Agora que possui uma comprensão abrangente sobre o loop de eventos, você sabe como o código assíncrono que você escrever será executado. Com esse conhecimento, agora você pode criar um código assíncrono com três abordagens diferentes: callbacks, promises e async/await.

Programação assíncrona com callbacks

Uma função callback é aquela que é enviada para outra função como um argumento e, em seguida, é executada - quando a outra função tiver sido finalizada. Usamos as callbacks para garantir que o código somente será executado depois da conclusão de uma operação assíncrona.

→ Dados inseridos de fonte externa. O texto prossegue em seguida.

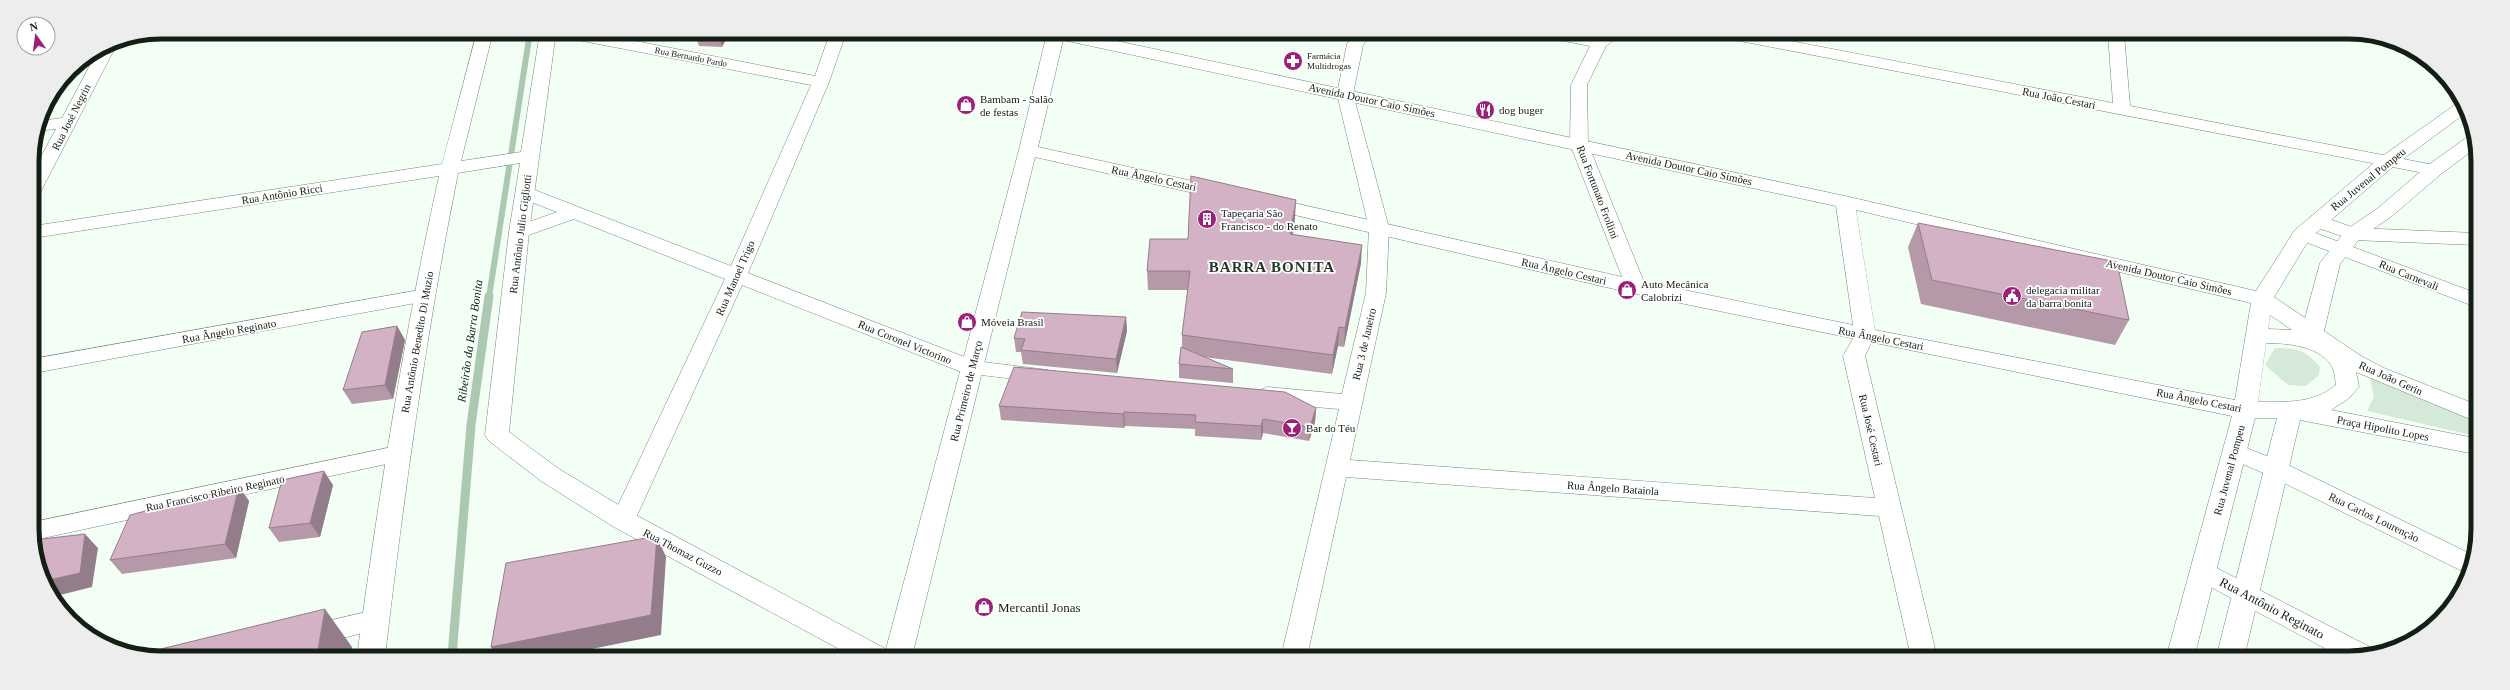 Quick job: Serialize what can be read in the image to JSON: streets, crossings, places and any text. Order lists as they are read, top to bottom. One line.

Por muito tempo, os callbacks foram o mecanismo mais comum para se escrever códigos assíncronos. Agora, porém, eles se tornaram, em grande parte, obsoletos, uma vez que podem tornar um código confuso para ler. Neste passo, você escreverá um exemplo de código assíncrono usando callbacks, de modo que você possa usá-lo como um parâmetro de comparação para perceber a eficiência das demais estratégias.

Existem muitas maneiras de se usar as funções de callback em outra função. Geralmente, elas adotam esta estrutura:

function asynchronousFunction([ Function Arguments ], [ Callback Function ]) {
    [ Action ]
}

Embora nem o JavaScript nem o Node.js tenham a exigência sintática de trazer a função de callback como o último argumento da função externa, trata-se de uma prática comum para facilitar a identificação dos callbacks. Também é comum para os desenvolvedores em JavaScript usar uma função anônima como um callback. As funções anônimas são aquelas criadas sem um nome. Normalmente, uma função fica muito mais legível quando definida no final da lista de argumentos.

Para demonstrar os callbacks, vamos criar um módulo do Node.js que grava uma lista dos filmes do Studio Ghibli em um arquivo. Primeiro, crie uma pasta que armazenará nosso arquivo JavaScript e seu resultado:

  • mkdir ghibliMovies

Então, acesse aquela pasta:

  • cd ghibliMovies

Começaremos fazendo uma solicitação HTTP à API do Studio Ghibli, da qual nossa função de callback registrará os resultados. Para tanto, instalaremos uma biblioteca que nos permitirá acessar os dados de uma resposta do HTTP em um callback.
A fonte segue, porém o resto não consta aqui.